▸ MATERIAL FOR THE TASK:
----
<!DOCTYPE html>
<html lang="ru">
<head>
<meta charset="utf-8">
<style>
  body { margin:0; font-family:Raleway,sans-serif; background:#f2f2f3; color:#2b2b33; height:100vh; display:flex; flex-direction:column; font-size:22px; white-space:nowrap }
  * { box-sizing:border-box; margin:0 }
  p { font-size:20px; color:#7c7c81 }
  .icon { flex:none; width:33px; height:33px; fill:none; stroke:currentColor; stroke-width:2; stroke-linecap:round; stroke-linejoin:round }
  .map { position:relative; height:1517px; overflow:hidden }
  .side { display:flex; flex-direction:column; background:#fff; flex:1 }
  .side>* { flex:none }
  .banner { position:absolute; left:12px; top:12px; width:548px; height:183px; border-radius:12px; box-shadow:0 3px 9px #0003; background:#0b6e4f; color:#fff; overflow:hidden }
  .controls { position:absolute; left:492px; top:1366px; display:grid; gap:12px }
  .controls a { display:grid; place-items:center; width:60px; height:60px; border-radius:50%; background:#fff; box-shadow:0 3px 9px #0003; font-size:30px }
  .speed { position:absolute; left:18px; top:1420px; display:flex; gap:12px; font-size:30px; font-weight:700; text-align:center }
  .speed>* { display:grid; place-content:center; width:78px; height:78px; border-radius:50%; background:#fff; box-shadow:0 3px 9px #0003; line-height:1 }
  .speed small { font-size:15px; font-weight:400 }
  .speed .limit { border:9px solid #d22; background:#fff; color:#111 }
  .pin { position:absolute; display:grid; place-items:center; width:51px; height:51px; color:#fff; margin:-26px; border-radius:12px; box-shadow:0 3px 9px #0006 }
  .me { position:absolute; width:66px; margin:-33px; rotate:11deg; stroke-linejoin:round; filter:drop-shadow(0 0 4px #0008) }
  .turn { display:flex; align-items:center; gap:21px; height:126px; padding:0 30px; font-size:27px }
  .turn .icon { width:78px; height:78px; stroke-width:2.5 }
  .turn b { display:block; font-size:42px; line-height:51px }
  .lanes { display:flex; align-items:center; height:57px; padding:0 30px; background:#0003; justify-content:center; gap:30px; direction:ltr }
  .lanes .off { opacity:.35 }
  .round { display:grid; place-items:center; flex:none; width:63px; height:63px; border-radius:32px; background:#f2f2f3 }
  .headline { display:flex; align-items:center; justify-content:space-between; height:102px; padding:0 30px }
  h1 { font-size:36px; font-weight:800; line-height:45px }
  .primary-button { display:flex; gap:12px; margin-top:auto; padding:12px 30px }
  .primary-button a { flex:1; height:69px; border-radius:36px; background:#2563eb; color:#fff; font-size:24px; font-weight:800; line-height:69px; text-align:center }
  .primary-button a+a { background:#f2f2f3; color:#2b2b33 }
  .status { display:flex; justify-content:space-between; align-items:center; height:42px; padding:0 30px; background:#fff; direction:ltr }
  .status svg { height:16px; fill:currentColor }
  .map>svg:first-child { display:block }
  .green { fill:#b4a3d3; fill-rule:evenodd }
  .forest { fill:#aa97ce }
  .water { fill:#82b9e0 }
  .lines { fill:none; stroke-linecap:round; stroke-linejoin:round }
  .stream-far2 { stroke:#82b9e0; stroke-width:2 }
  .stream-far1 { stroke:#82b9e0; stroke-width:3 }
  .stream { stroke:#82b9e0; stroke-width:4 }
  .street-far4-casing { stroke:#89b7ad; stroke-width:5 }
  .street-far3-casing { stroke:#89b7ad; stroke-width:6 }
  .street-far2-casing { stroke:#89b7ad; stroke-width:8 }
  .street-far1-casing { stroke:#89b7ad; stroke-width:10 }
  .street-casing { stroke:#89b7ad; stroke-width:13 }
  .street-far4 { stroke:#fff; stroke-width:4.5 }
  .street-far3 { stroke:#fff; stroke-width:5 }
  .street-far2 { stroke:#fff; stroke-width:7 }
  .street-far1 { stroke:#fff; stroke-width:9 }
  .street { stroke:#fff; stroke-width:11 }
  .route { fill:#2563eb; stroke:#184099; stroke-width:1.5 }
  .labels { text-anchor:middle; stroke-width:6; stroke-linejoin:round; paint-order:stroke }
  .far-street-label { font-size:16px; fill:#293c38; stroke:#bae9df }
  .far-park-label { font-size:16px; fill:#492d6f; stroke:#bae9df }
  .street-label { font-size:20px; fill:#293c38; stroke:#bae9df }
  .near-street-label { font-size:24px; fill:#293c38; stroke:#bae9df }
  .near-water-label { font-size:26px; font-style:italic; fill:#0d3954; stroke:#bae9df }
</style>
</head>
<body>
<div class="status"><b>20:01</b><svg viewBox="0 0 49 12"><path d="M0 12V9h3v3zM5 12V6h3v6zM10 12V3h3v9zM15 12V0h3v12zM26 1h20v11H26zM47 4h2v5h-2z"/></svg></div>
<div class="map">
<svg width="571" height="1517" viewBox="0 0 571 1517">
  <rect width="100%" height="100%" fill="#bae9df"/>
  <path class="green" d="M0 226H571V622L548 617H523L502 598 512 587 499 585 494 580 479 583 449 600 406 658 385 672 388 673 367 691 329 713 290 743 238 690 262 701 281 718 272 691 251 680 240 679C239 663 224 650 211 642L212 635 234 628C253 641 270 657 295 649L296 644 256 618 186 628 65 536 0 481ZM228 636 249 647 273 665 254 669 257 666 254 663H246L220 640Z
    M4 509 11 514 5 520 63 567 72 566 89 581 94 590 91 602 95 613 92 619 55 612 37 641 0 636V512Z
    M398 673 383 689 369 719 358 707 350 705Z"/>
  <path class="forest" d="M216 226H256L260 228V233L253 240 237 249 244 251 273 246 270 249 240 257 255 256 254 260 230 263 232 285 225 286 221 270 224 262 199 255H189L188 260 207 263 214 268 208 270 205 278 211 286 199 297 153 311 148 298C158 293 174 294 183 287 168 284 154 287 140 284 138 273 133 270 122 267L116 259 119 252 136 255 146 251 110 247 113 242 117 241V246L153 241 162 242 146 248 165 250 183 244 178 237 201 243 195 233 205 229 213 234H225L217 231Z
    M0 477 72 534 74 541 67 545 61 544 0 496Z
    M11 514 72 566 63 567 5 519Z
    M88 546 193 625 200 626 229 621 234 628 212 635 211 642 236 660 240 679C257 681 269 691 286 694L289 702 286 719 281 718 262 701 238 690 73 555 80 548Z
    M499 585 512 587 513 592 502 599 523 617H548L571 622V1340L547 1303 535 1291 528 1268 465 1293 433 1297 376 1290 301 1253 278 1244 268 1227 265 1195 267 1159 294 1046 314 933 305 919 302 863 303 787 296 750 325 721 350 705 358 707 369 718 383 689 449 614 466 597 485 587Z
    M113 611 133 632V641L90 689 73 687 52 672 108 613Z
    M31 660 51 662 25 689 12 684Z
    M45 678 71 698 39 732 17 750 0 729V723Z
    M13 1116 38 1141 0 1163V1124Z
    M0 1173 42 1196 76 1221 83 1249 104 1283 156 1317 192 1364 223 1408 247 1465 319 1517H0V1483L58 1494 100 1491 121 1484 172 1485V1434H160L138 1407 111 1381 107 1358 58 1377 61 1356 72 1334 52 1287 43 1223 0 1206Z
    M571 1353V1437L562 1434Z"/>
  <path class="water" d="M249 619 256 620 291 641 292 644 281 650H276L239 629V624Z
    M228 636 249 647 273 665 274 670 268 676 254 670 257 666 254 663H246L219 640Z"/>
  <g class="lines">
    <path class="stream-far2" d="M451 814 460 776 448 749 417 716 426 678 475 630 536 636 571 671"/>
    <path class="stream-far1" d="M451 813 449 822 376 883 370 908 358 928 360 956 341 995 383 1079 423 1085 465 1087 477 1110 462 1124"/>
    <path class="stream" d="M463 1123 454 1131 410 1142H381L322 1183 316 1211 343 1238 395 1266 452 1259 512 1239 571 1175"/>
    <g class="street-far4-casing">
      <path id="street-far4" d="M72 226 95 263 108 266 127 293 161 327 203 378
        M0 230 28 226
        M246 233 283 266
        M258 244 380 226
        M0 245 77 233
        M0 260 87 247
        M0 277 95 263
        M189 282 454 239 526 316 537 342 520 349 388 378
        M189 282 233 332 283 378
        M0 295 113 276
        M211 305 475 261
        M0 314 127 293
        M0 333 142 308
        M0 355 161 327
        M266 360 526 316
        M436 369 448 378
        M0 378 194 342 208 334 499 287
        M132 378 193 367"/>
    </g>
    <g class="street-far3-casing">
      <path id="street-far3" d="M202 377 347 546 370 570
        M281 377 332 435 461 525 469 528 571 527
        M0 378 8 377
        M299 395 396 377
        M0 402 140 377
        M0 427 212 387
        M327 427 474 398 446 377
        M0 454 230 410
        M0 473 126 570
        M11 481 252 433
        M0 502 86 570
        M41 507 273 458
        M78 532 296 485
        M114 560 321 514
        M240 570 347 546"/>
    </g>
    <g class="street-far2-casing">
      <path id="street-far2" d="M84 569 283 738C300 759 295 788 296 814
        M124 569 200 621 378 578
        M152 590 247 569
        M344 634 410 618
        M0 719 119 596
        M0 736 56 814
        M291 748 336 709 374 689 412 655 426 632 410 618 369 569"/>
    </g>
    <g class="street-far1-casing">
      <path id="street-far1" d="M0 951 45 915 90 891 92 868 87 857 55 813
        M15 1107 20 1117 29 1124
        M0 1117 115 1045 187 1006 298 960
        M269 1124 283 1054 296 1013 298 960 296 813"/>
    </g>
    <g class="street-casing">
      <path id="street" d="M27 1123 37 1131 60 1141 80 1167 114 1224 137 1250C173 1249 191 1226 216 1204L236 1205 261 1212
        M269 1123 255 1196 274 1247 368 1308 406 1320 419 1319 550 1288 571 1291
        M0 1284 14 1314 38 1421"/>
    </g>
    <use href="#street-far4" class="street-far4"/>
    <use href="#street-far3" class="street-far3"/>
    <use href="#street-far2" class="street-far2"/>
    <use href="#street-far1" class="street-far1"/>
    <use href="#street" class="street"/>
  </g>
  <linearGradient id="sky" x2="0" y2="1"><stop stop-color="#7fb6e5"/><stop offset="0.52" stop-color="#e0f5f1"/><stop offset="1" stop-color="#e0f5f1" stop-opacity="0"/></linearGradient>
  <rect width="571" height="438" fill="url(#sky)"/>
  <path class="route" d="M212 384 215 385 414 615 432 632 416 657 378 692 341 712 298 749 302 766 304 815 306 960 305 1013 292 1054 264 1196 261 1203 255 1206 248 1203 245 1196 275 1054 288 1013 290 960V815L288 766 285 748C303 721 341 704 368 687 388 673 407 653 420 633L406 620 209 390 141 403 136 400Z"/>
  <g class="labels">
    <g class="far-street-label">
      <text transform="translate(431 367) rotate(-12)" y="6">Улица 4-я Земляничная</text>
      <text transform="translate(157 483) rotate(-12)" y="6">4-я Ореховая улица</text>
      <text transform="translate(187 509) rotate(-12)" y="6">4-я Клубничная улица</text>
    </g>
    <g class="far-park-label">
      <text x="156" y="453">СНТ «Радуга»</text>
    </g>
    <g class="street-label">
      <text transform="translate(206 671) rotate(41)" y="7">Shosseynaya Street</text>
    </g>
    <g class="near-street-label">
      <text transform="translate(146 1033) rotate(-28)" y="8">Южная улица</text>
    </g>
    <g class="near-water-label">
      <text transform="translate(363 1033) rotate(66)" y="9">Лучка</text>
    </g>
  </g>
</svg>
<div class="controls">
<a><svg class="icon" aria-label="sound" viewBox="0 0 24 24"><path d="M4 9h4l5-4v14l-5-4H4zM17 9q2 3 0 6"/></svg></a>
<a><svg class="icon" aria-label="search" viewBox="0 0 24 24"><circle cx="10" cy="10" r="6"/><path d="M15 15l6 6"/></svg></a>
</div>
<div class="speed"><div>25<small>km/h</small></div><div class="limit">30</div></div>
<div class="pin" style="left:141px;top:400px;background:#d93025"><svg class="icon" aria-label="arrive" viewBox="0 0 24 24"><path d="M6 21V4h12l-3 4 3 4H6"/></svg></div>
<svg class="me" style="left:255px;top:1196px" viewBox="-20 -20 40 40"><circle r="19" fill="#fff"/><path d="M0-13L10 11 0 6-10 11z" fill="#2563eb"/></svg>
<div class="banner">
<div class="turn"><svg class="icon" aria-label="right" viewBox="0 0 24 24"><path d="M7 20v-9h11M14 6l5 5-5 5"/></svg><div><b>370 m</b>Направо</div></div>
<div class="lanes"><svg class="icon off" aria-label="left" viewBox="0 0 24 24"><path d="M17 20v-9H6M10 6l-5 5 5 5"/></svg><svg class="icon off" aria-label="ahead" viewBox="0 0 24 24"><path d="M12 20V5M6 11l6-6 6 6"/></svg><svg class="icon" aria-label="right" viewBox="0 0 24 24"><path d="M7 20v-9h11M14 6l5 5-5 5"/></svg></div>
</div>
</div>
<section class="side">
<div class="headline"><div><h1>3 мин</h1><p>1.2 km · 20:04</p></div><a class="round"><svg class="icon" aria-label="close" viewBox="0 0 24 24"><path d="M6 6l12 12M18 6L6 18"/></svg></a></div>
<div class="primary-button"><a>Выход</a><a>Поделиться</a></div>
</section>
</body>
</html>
----
Search the material for the word "limit" and copy every matching line.

▸ SOLUTION TO THE EXERCISE:
  .speed .limit { border:9px solid #d22; background:#fff; color:#111 }
<div class="speed"><div>25<small>km/h</small></div><div class="limit">30</div></div>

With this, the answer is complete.